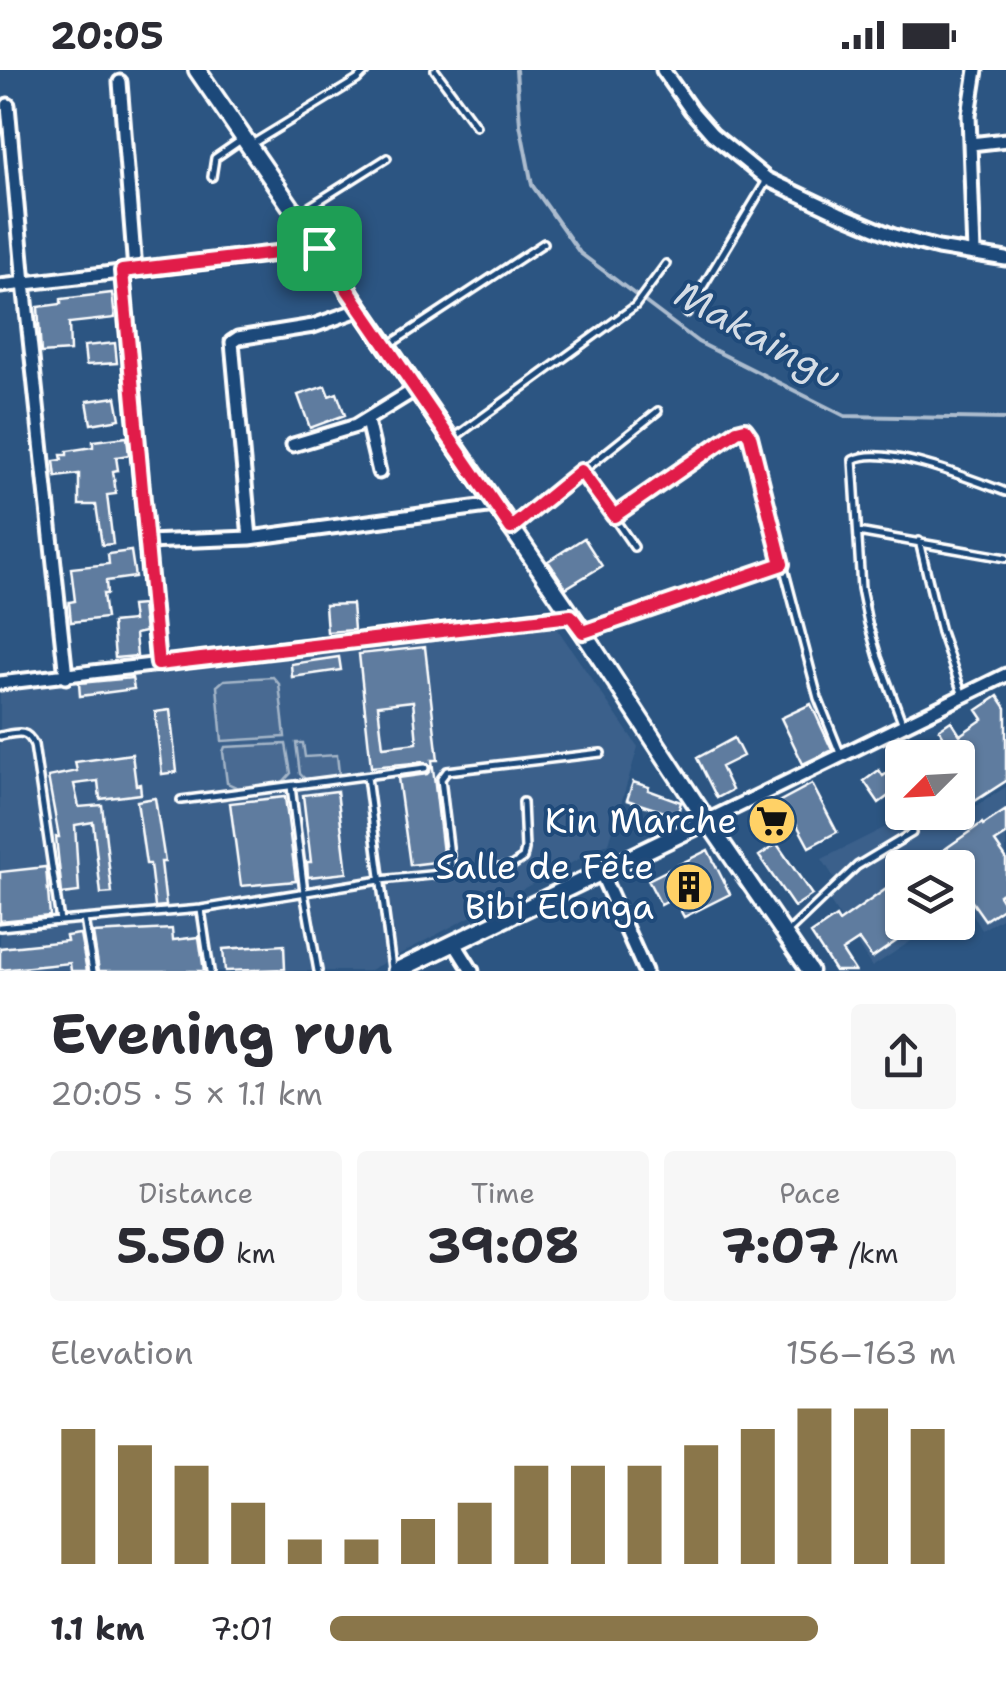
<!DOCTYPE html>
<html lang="en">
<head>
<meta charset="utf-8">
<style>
  :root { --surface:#fff; --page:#f7f7f7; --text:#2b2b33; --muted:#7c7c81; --accent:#8a764a }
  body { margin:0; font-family:"Shantell Sans",sans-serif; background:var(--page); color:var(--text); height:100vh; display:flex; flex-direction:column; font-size:38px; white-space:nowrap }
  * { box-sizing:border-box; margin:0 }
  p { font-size:32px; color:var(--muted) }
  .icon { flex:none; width:55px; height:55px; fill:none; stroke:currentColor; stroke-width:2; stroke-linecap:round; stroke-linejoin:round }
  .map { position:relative; height:901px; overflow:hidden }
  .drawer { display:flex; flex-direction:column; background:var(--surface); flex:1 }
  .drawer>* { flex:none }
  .needle { width:65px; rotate:246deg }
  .controls { position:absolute; left:885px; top:670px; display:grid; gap:20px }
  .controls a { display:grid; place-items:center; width:90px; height:90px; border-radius:10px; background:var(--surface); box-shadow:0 2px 8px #0004; font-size:50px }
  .pin { position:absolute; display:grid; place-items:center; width:85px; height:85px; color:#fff; margin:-42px; border-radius:20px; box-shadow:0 5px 15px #0006 }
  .round { display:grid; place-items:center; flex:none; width:105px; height:105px; border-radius:10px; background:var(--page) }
  .summary { display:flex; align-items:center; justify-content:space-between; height:170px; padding:0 50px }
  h1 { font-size:55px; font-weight:700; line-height:75px }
  .stats { display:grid; grid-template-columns:repeat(3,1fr); gap:15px; height:170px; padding:10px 50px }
  .stats div { display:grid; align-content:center; border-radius:10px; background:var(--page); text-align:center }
  .stats b { font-size:50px; font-weight:700 }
  .stats small { font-size:28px; font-weight:400 }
  .stats p { font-size:28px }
  .chart { height:280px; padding:20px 50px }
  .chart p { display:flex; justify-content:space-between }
  .chart svg { width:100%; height:180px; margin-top:10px; stroke:var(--accent); stroke-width:6 }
  ul { padding:0 50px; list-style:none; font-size:32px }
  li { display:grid; grid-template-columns:160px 120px 1fr; align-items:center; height:75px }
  li i { height:25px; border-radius:12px; background:var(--accent) }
  .status { display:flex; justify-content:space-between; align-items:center; height:70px; padding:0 50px; background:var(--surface); direction:ltr }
  .status svg { height:28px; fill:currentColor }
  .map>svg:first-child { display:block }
</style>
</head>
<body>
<div class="status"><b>20:05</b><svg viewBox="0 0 49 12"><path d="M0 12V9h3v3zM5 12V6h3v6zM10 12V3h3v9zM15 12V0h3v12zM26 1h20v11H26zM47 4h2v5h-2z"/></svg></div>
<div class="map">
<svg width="1006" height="901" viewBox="0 0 1006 901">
  <rect width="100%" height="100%" fill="#2c5582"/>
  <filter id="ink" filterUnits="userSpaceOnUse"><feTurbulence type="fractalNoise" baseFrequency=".01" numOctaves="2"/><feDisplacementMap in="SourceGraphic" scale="20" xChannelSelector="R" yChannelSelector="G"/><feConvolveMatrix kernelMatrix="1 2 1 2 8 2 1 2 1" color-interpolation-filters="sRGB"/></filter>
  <g filter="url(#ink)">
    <path fill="#3b618b" d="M554,554l84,123 -29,96 -241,128h-368v-282l295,-32z
      M1006,717v128l-24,15 -15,-26 -9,6v-42h-56v54l36,1 -66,44 -49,-76 12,-12 -13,-20 92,-46h35l5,7z"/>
    <path fill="#486b92" stroke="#a4b5c8" stroke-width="2.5" d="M273,607l6,7 6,53 -63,4 -5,-55 7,-6z
      M296,673h7l2,14 32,-2 2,18 -6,5 -27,2 -6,-6z
      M286,674l5,29 -10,11 -43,4 -11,-5 -4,-31 2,-5z"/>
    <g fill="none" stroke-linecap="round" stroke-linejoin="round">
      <path stroke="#acbcce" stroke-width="4" d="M516,0l4,54 12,61 48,68 118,89 147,74 161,3"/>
    </g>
    <path fill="#5e7c9f" stroke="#fff" stroke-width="2.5" fill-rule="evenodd" d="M112,223l3,25 -46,5 1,28 -29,2 -3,-46 23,-3v-5z
      M115,273l2,20 -31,2 -2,-19z
      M325,316l4,10 8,-3 8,22 -35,13 -12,-33z
      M116,327l4,22 -29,5 -4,-23z
      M127,367l2,18 -13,2 2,13 -5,1 3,23 -9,1 6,49 -11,1 -6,-40h-17v-31l-23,3 -2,-16 8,-1 -1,-5h6v-4l26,-4v-6z
      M584,468l18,28 -36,22 -18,-27z
      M131,481l4,26 -29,4 1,13h-4l3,24 -35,4 -2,-20 6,-1 -4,-33 38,-4 -1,-10z
      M352,534l2,26 -27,2 -2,-27z
      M142,535l3,27 -10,2 2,22 -22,2 -3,-35 21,-2 -2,-15z
      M425,577l13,113h-6l12,101 -34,4 -12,-87 29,-4 3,-3 1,-5 -7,-4 -53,5 -12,-113zM413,631l4,42 -34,4 -5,-42z
      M339,587l2,13 -49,7 -1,-13z
      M132,608l2,11 -54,7 -1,-13z
      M998,626l8,12v73l-48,31v-54h-24l16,-11 -11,-18 12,-8 9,14 23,-16 -6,-9z
      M811,634l21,46 -29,14 -22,-46z
      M170,640l7,62 -15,2 -7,-62z
      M734,668l9,18 -22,11 11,23 -15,8 -20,-40z
      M132,684l4,31 4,-1 1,10 -41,5 -2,-18 -24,3 5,23 23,-2 10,88 -11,1 -8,-72 -18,3 4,67 -17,2 -6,-57h3l-11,-60 29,-6 -2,-9z
      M902,693v23l-23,17 -15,-22 15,-11 4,6z
      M633,712l16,5 -1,3 33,12 -4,14 -50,-16z
      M812,714l25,48 -28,15 -13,-24 -28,15 -12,-24z
      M337,721l10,82 -39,4 -1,-15h4l-8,-67z
      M285,727l11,84 -55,5 -11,-83z
      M155,728l10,64h-4l5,44 -11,1 -5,-43h-4l-9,-63z
      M1006,740v25l-11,7 11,16v32l-7,5 7,11 -21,14 -19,-27 -8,6v-31h-40l64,-45 1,2z
      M777,774l35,51 -18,12 -35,-51z
      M708,780l22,44 -46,23 -10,-19 -13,7 -13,-25z
      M46,797l4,49 -50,5v-49z
      M902,808v44h22l-52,36 -13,-18 -17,11 13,20h-20l-24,-37 25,-17 3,5z
      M172,859l1,11 26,-3 5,34h-105l-6,-38z
      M80,864l7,37h-16l-1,-8 -70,7v-22l67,-7 -1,-5z
      M284,875l1,24 -60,2 -2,-22z"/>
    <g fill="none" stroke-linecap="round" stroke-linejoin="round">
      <g stroke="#fff" stroke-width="12">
        <path id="service" d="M435,0l41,56
          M252,74l105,-64 10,-10
          M212,107l3,-19 26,-18
          M301,142l86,-54
          M687,243l79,-131
          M389,275l155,-102
          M454,368l181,-132 31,-42
          M582,402l52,75
          M614,446l123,-85 8,-2 3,2 70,267 22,55
          M514,456l144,-115
          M858,462l148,26
          M919,471l22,91 21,61
          M586,561l195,-67
          M902,652l-24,-65 -10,-34 -7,-35 -8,-128c31,-17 120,20 153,32
          M0,666c16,-3 27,-8 34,9l26,176 -60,6
          M367,707l25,191
          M291,716l13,106 14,79
          M181,730l244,-32
          M452,802l-11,-93 6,-8 154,-18
          M201,840l9,61
          M84,849l9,52
          M60,851l141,-12 179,-29 130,-13 13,-9 2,-9 -2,-47
          M786,864l71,-68 55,-33"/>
      </g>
      <g stroke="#fff" stroke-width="19">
        <path id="minor" d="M663,0l28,40 21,24 55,45 72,34 55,23 44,12 68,11
          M120,12l15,188
          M8,35l16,178 42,394
          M971,74l35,-4
          M974,184l-5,-139 7,-45
          M122,201l35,393
          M0,216l319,-37
          M367,351l12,51
          M293,375l63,-19 60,-37
          M250,468l-18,-196 6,-4 75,-12 48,-17
          M146,472l104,-4 245,-33
          M0,613l571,-68
          M707,751l299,-146
          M601,803l44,98
          M455,874l17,27"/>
      </g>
      <g stroke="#fff" stroke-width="21">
        <path id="tertiary" d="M707,751l103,150"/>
      </g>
      <g stroke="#fff" stroke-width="22">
        <path id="secondary" d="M197,0l386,562 124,189 -311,150"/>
      </g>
      <use href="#service" stroke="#1f4a7a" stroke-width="5"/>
      <use href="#minor" stroke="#1f4a7a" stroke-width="11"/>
      <use href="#tertiary" stroke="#1f4a7a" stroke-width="14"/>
      <use href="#secondary" stroke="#1f4a7a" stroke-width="15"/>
    </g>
  </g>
  <g fill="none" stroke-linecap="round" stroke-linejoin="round" filter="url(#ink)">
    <g stroke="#fff" stroke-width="20">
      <path id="route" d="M319,178l192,280 70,-57 33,45 123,-85 8,-2 5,7 32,128 -199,68 -12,-16 -413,48 -36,-393z"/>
    </g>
    <use href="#route" stroke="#e11d48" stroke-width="12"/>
  </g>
  <defs>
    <g id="supermarket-disc" transform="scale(2.5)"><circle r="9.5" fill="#ffd166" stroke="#1f4a7a"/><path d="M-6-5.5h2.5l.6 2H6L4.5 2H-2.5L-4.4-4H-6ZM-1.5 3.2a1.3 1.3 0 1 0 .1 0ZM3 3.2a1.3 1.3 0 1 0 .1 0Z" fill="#111"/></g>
    <g id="building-disc" transform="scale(2.5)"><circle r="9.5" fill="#ffd166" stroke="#1f4a7a"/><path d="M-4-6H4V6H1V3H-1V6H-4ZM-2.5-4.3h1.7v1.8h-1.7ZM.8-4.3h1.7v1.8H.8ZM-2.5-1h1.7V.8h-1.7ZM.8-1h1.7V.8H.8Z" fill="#111"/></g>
  </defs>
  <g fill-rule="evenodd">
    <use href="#supermarket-disc" x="772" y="751"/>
    <use href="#building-disc" x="689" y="817"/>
  </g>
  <g text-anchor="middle" stroke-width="8" stroke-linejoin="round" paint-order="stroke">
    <g font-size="35" fill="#fff" stroke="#1f4a7a" text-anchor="end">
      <text x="737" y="763">Kin Marche</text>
      <text x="654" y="809">Salle de Fête<tspan x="654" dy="40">Bibi Elonga</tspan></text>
    </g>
    <g font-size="38" font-style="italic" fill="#d5dde6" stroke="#1f4a7a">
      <text transform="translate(758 265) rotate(29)" y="13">Makaingu</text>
    </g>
  </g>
</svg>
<div class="controls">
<a><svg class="needle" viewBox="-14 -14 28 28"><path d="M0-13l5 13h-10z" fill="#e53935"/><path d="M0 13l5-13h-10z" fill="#7c7c81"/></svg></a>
<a><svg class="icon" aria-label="layers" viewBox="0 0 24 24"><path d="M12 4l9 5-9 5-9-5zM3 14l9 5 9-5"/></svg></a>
</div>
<div class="pin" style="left:319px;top:178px;background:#1e9e55"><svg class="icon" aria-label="arrive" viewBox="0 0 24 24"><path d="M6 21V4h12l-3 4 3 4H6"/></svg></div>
</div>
<section class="drawer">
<div class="summary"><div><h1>Evening run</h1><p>20:05 · 5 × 1.1 km</p></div><a class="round"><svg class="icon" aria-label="share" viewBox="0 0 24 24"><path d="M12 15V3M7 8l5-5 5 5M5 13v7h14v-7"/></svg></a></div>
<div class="stats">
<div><p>Distance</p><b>5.50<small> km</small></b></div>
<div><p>Time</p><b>39:08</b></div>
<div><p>Pace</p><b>7:07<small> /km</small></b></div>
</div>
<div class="chart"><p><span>Elevation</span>156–163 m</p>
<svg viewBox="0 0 160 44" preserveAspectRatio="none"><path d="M5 44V11M15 44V15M25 44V20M35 44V29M45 44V38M55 44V38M65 44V33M75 44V29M85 44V20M95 44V20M105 44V20M115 44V15M125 44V11M135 44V6M145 44V6M155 44V11"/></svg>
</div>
<ul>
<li><b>1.1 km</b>7:01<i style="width:78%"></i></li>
</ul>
</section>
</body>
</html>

**********

What needs to be done. Every line from the top of the material above through the line with "position:absolute; display:grid; place-items:center;" should be duplicated exactly, please; leave out the pictures.

Result below.
<!DOCTYPE html>
<html lang="en">
<head>
<meta charset="utf-8">
<style>
  :root { --surface:#fff; --page:#f7f7f7; --text:#2b2b33; --muted:#7c7c81; --accent:#8a764a }
  body { margin:0; font-family:"Shantell Sans",sans-serif; background:var(--page); color:var(--text); height:100vh; display:flex; flex-direction:column; font-size:38px; white-space:nowrap }
  * { box-sizing:border-box; margin:0 }
  p { font-size:32px; color:var(--muted) }
  .icon { flex:none; width:55px; height:55px; fill:none; stroke:currentColor; stroke-width:2; stroke-linecap:round; stroke-linejoin:round }
  .map { position:relative; height:901px; overflow:hidden }
  .drawer { display:flex; flex-direction:column; background:var(--surface); flex:1 }
  .drawer>* { flex:none }
  .needle { width:65px; rotate:246deg }
  .controls { position:absolute; left:885px; top:670px; display:grid; gap:20px }
  .controls a { display:grid; place-items:center; width:90px; height:90px; border-radius:10px; background:var(--surface); box-shadow:0 2px 8px #0004; font-size:50px }
  .pin { position:absolute; display:grid; place-items:center; width:85px; height:85px; color:#fff; margin:-42px; border-radius:20px; box-shadow:0 5px 15px #0006 }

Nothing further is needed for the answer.